RECORDS TO PROCESS

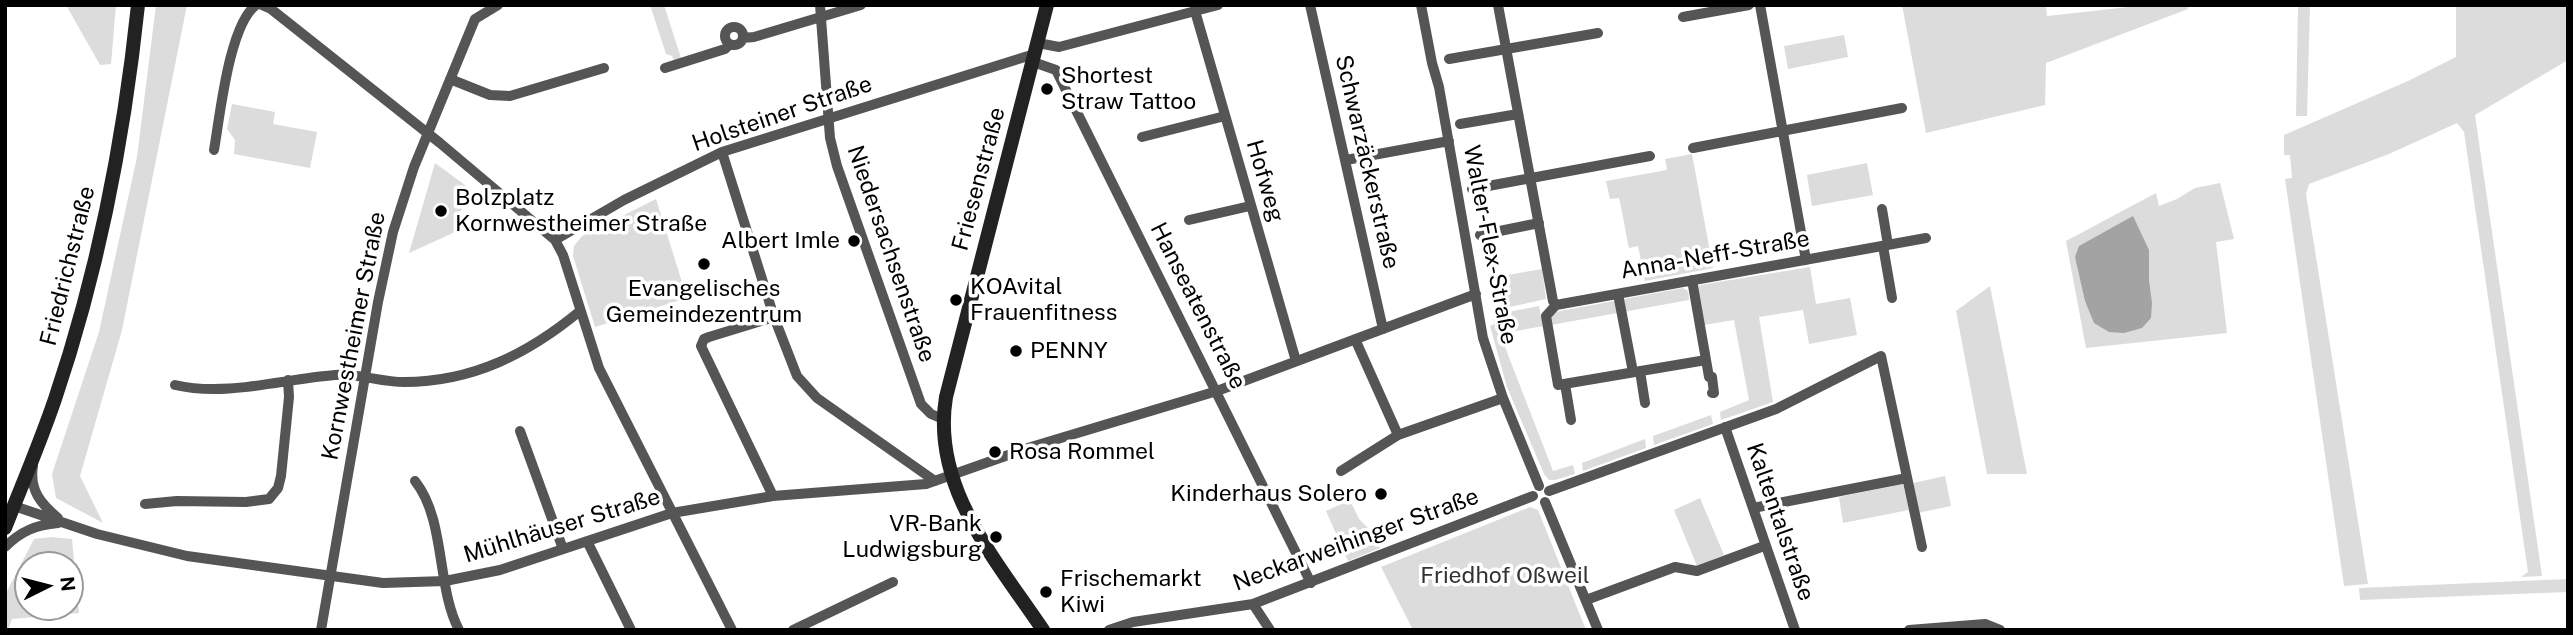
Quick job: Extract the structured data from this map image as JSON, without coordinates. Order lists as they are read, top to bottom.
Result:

==

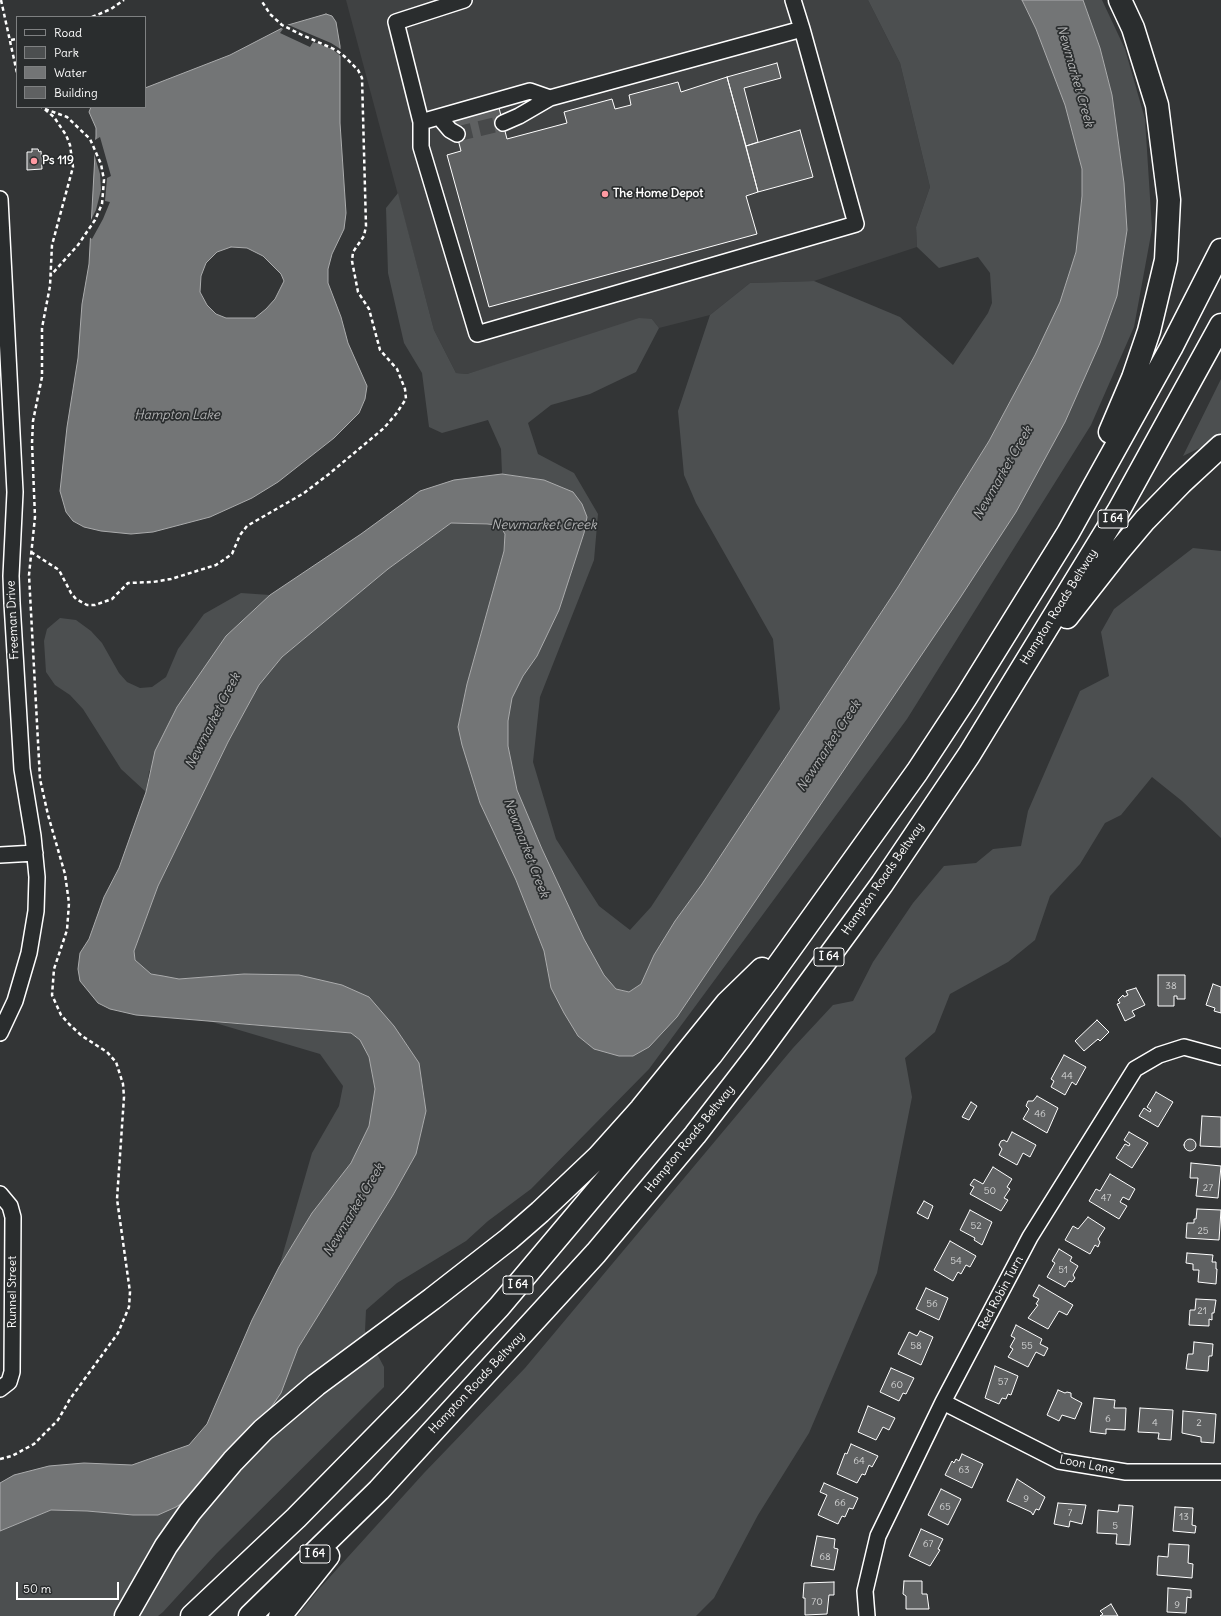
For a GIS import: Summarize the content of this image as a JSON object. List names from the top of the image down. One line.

WORK INSTRUCTIONS
Look through the listing above. Pick out each line with "JSON" and copy it.

RESPONSE BELOW
Quick job: Extract the structured data from this map image as JSON, without coordinates. Order lists as they are read, top to bottom.
For a GIS import: Summarize the content of this image as a JSON object. List names from the top of the image down. One line.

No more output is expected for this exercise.